What the exercise asks: Whenever the word "currentColor" turns up in a line below, that line should be copied.

Provided data:
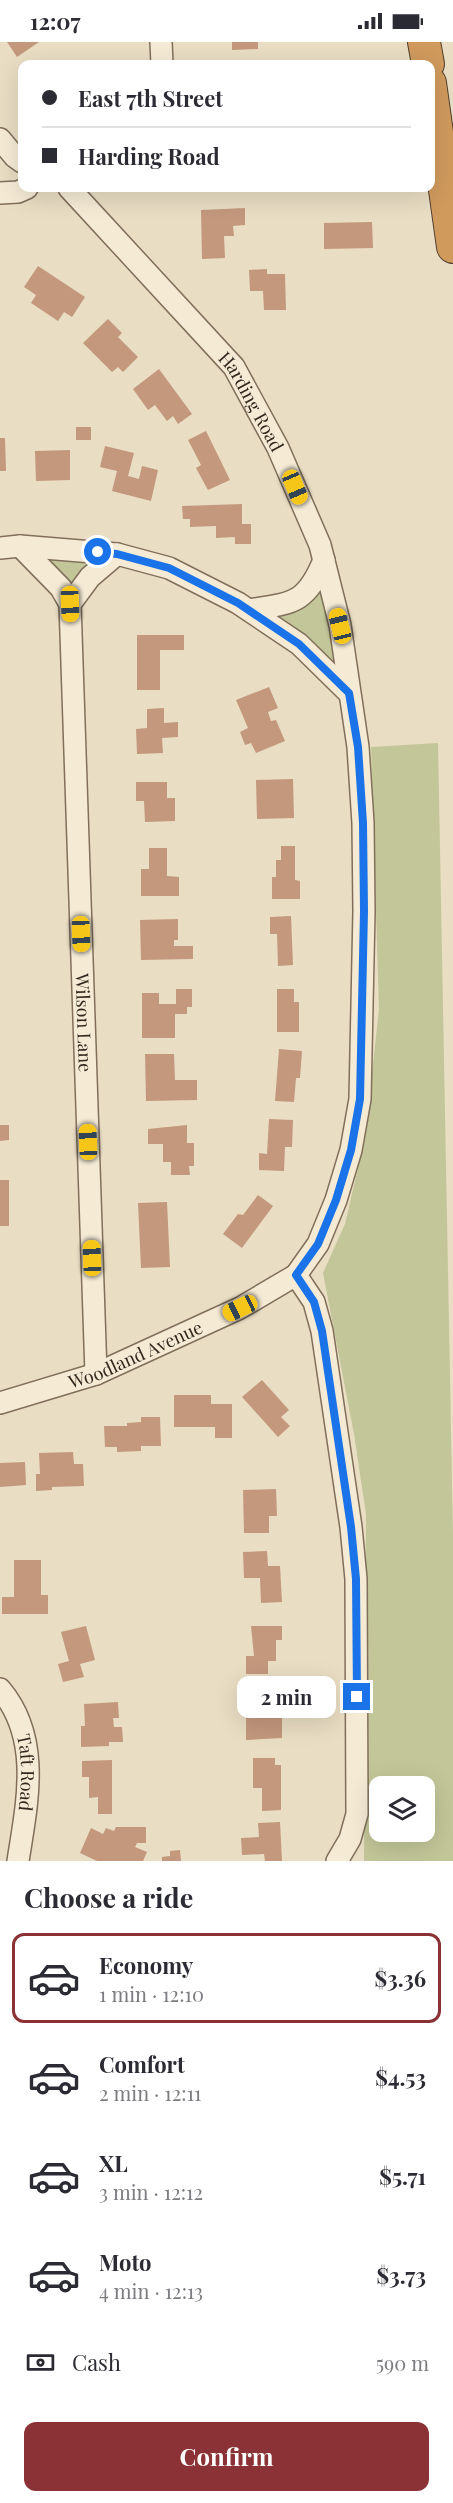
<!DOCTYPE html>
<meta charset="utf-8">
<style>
body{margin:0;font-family:"Playfair Display",serif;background:#f2f2f3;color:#2b2b33;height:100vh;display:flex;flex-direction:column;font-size:22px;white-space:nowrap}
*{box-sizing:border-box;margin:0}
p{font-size:20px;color:#7c7c81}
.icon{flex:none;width:33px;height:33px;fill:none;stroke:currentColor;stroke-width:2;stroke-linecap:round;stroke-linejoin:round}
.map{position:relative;height:1819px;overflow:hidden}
.drawer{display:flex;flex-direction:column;background:#fff;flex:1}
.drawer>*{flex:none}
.top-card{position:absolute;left:18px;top:18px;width:417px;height:132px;border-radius:12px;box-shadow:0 6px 24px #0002;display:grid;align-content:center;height:132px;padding:0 24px;background:#fff}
.tools{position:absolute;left:369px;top:1734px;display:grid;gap:12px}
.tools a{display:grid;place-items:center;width:66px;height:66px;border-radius:12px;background:#fff;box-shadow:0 6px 24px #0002;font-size:30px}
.end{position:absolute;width:27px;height:27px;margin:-14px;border:8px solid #1a73e8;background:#fff;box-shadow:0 0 0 3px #fff}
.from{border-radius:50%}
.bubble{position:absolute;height:42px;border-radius:12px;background:#fff;box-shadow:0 6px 24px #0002;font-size:20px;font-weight:700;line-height:42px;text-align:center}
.car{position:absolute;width:18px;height:36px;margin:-18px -9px;border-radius:8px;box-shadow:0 0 4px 2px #0007;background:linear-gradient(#f5c518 24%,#345 0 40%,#f5c518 0 76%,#345 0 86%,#f5c518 0)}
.top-card b{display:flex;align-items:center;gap:21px;height:57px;font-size:22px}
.top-card b+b{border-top:2px solid #e1e1e2}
.top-card i{width:15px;height:15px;background:#2b2b33}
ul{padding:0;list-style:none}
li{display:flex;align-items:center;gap:18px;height:90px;margin:0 12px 9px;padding:0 12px;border:3px solid transparent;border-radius:12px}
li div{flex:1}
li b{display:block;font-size:22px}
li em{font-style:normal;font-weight:700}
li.active{border-color:#8a3235}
li>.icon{width:54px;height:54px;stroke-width:1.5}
h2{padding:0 24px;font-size:27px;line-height:72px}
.pay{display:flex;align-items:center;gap:15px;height:66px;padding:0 24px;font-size:22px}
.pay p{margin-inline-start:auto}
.primary-button{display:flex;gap:12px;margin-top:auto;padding:12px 24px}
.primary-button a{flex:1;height:69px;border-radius:12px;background:#8a3235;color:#fff;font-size:24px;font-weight:700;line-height:69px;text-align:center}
.status{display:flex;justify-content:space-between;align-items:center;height:42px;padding:0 30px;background:#fff;direction:ltr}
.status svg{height:16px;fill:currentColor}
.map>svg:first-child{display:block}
</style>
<div class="status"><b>12:07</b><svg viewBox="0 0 49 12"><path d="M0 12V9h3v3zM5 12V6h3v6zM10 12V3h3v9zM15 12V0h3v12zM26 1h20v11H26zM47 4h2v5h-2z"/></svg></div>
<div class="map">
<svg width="453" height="1819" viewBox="0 0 453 1819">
<rect width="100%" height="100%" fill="#e9ddc3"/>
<g fill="#c2c698" fill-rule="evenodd">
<path d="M44,515l41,3 2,7 -14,15h-6z"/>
<path d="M318,550l4,2 17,75 -62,-51 23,-11z"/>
<path d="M438,701l15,793v325h-89l2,-347 -12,-80 -31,-161 22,-49 20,-86 14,-129 -8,-262zM380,1744h44v46h-44z"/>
</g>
<g fill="#c3987d">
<path d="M7,0h32l-22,15z"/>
<path d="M232,0h26v7l-26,1z"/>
<path d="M245,166v17l-12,1 1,10h-10l1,22 -23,1 -1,-49z"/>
<path d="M372,180l1,26 -49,1v-26z"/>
<path d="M38,224l47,31 -13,20 -8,-5 -6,9 -27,-18 5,-8 -12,-8z"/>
<path d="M267,227v5h18l1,36h-22l-1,-19h-13l-1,-21z"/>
<path d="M108,277l14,14 -4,4 20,20 -15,15 -5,-5 -6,5 -29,-29z"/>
<path d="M159,327l33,45 -14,10 -5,-8 -6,5 -12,-16 -7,5 -15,-21z"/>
<rect x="76" y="385" width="15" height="13"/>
<path d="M206,389l24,49 -22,10 -12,-22 5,-3 -13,-25z"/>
<path d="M0,396h5l1,33h-6z"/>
<path d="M105,404l29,7 -6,23 11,3 3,-13 16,4 -7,31 -39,-10 5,-20 -17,-4z"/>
<path d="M70,408v30l-34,1 -1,-30z"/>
<path d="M242,462v20h9v20h-16v-7l-19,1v-12l-26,1v-8h-7l-1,-13z"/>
<path d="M137,593h47v15h-24v40h-23z"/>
<path d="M269,645l9,21 -10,4 3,9 5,-1 9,21 -29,12 -5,-10 -6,2 -5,-13 8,-4 -12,-28z"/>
<path d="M164,666v15l14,-1v15l-16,1 1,15 -26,1 -1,-25 11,-1v-19z"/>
<path d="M293,737l1,39 -37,1 -1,-39z"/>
<path d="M136,740h31v16h8v23l-30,1 -1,-21h-8z"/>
<path d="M281,804h14v34l5,1v18h-28v-22h4v-17h5z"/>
<path d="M149,806h18v28l12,1v19h-38v-27h8z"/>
<path d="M291,874l2,49 -15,1 -1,-32h-7v-17z"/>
<path d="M178,877v21h-4v6h19v13l-52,1 -1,-40z"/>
<path d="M176,947h16v18h-5v7h-12v24h-33v-45h17v11h17z"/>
<path d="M277,947h17v13h5v30h-22z"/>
<path d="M279,1007l23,2 -2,27h-4l-2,24 -19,-1z"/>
<path d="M145,1012h29l1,26h22v20l-51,1z"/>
<path d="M269,1077l24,1 -1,27h-7l-1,24 -25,-1v-17l8,1z"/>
<path d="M0,1083h9v15l-9,1z"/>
<path d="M187,1083v18h7v23h-5l1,9h-19v-13h-8v-18h-15v-15z"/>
<rect x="0" y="1138" width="9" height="46"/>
<path d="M258,1153l15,11 -31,42 -19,-14 15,-20 5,1z"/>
<path d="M167,1160l3,65 -29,1 -3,-65z"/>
<path d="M262,1338l27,30 -8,7 9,9 -12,11 -36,-40z"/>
<path d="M174,1353h37v9h21v34h-17v-11h-41z"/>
<path d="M141,1375h19l1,29h-20v5l-24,1v-5h-12l-1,-21h23v-3l14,-1z"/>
<path d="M73,1410l1,12h9l1,22 -32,1v3l-16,1v-17h4l-1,-21z"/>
<path d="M25,1420l1,23 -26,2v-24z"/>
<path d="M276,1447l1,27h-8v17h-25l-1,-43z"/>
<path d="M267,1509l1,15h12l2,36 -21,1 -1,-25h-16l-1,-26z"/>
<path d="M14,1518h27v35h7v19h-46v-17h12z"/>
<path d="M86,1584l9,34 -15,4 4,13 -21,5 -5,-18 11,-3 -8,-29z"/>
<path d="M251,1584h31v14h-6v21h-8v13h-22v-18h8z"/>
<path d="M246,1647h20v25l16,1v23l-36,2z"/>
<path d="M118,1660l1,16h-6l1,9h8l1,15h-14v4l-28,1v-21h4l-1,-22z"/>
<path d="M253,1716h22v7h6v45l-19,1v-23h-9z"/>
<path d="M112,1718v54h-14v-17l-9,1v-21h-7v-16z"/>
<path d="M280,1780l2,39h-17l-1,-7 -22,1 -1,-17 18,-1 -1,-14z"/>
<path d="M116,1785h30v16h-9l-2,4 12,5 -4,9h-46l-17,-8 11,-25 12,6 3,-6 8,3z"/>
<path d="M180,1808l1,11h-19v-4l8,-1v-5z"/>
</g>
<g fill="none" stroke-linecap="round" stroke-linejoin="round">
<g stroke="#816f5c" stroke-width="24">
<g id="minor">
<path d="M161,0l1,22"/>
<path d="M0,97l15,18 7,5"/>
<path id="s1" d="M69,146l165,179 44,81 42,97 20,80 18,122 5,76 1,88 -4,188 -9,51 -15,50 -18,44 -22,31 18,27 8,29 29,196 5,52 1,235 -7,25 -13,22"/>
<path d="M0,151l18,-1 9,-4"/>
<path id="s2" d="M20,504l41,42 9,16 26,770"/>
<path d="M0,506l20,-2 97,8 52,14 69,35 61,41 50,49"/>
<path d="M70,562l20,-27 27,-23"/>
<path d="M249,568c44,-7 57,-6 75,-50"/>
<path id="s3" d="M0,1361l96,-29 144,-66 56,-33"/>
<path id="s4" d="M0,1647c42,49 27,114 18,172"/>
</g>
</g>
<g stroke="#503e30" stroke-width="34">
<g id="highway">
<path d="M424,0l4,22"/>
<path d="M430,41l23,164"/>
</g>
</g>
<use href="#minor" stroke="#f5ebd5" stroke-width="21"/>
<use href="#highway" stroke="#d09a5c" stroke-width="32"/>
</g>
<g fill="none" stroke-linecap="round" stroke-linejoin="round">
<path stroke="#1a73e8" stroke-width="8" d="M98,510l19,2 52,14 69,35 61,41 50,49 9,54 5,76 1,88 -4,188 -9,51 -15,50 -18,44 -22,31 18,27 8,29 29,196 5,52 1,118"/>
</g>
<g text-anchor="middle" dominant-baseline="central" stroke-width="5" stroke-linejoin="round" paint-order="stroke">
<g font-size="18" fill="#33281e" stroke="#f1e7d2">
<text stroke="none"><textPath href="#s1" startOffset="282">Harding Road</textPath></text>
<text stroke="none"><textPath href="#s2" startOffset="496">Wilson Lane</textPath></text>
<text stroke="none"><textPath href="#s3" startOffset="144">Woodland Avenue</textPath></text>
<text stroke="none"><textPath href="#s4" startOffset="90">Taft Road</textPath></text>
</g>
</g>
</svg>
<div class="tools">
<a><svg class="icon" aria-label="layers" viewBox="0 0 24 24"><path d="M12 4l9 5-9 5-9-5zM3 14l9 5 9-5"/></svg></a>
</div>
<i class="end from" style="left:98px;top:510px"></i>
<i class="end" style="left:357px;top:1655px"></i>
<div class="bubble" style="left:237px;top:1634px;width:99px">2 min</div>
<i class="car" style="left:295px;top:445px;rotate:157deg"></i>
<i class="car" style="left:70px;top:562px;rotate:178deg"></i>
<i class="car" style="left:340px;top:584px;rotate:346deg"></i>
<i class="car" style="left:81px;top:892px;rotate:178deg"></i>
<i class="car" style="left:88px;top:1100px;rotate:358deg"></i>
<i class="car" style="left:92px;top:1216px;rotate:358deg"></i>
<i class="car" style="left:240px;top:1266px;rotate:245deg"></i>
<div class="top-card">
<b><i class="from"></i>East 7th Street</b>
<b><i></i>Harding Road</b>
</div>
</div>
<section class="drawer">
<h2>Choose a ride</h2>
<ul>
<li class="active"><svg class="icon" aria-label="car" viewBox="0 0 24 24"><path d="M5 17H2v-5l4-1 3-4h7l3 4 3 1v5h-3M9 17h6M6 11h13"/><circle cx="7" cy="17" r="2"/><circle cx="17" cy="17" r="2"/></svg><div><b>Economy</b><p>1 min · 12:10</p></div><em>$3.36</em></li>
<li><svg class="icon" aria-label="car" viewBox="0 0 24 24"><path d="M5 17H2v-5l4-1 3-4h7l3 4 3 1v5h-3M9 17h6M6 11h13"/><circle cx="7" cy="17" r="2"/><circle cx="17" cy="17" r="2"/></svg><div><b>Comfort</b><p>2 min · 12:11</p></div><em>$4.53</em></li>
<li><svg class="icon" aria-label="car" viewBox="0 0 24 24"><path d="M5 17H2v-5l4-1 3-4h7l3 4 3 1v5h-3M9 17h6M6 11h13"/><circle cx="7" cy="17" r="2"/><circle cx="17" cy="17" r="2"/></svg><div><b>XL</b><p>3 min · 12:12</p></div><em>$5.71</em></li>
<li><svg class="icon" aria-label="car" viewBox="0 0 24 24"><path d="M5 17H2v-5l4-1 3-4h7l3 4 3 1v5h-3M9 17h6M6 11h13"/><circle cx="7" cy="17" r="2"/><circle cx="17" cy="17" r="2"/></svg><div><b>Moto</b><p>4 min · 12:13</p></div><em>$3.73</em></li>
</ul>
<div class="pay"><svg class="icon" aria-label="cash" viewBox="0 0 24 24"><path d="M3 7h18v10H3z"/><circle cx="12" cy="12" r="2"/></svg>Cash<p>590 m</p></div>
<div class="primary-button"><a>Confirm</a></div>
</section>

Result for this exercise:
.icon{flex:none;width:33px;height:33px;fill:none;stroke:currentColor;stroke-width:2;stroke-linecap:round;stroke-linejoin:round}
.status svg{height:16px;fill:currentColor}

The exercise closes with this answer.